I see decoders advertised as "two function", or "four function" types. Are the functions added on, to the basic control of motor speed and direction? Or are speed and direction the only things I can control with a "two function" decoder?
I want to install a decoder in an old brass N-scale model of a bipolar electric loco.
As the prototype was nearly silent, I don't need sound capability. All I want is to control the speed and direction of the motor, and turn the two headlights on or off independent of each other.
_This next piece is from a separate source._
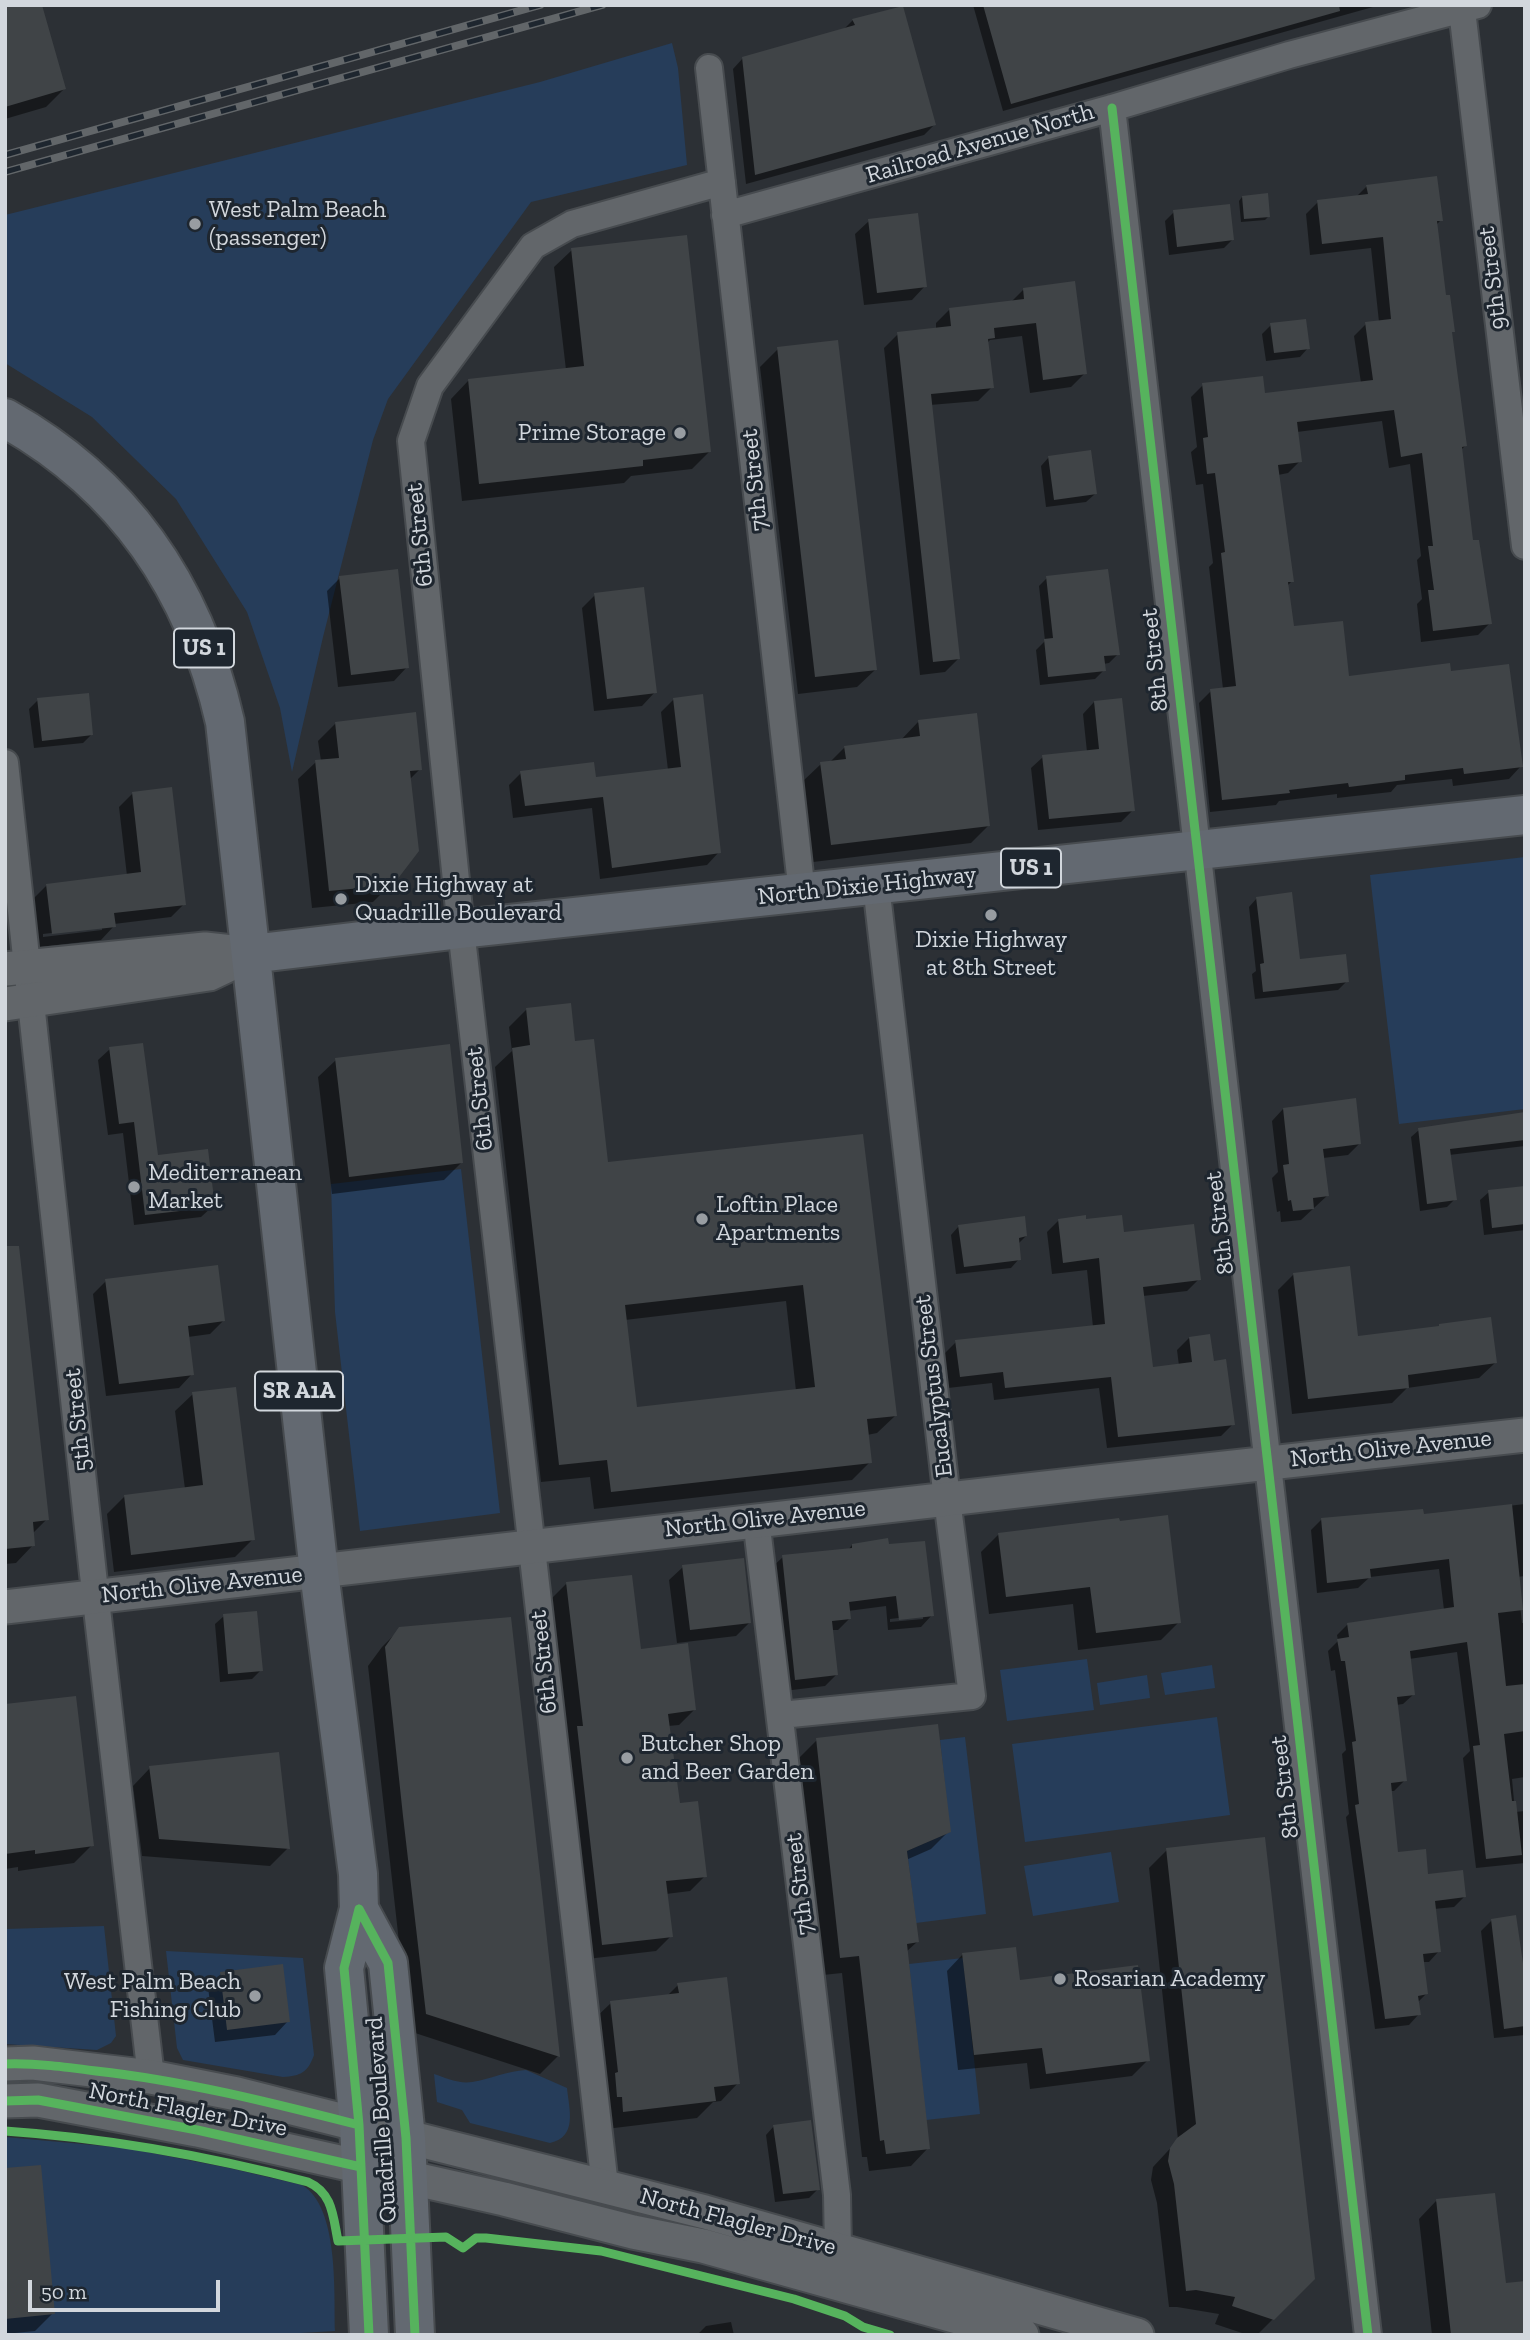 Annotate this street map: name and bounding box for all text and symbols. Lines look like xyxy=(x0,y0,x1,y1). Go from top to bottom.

Will a "Two function" be enough, or do I need a 
"four function" decoder.

Thanks 

Traction Fan


----------



## wvgca (Jan 21, 2013)

number of functions refers to lighting functions [generally].....so two will work for you ...


----------



## DonR (Oct 18, 2012)

As WVGCA says, any would work.

The typical N scale Digitrax will provide full motor speed and
direction control and it will have CVs that can be set to
control speed steps.

You can set it so that Back and Forward are reversed when
using a 2nd loco in a consist.

It will also control back and forward lights.

You can use 2 or 4 digit addresses.

Don


----------



## Cycleops (Dec 6, 2014)

The extra functions would be for lighting, ditch lights, beacon, Mars light, that kind of thing so a two function would be fine for your needs by the sound of it. Many older type decoders were a bit noisy but most new ones are silent.


----------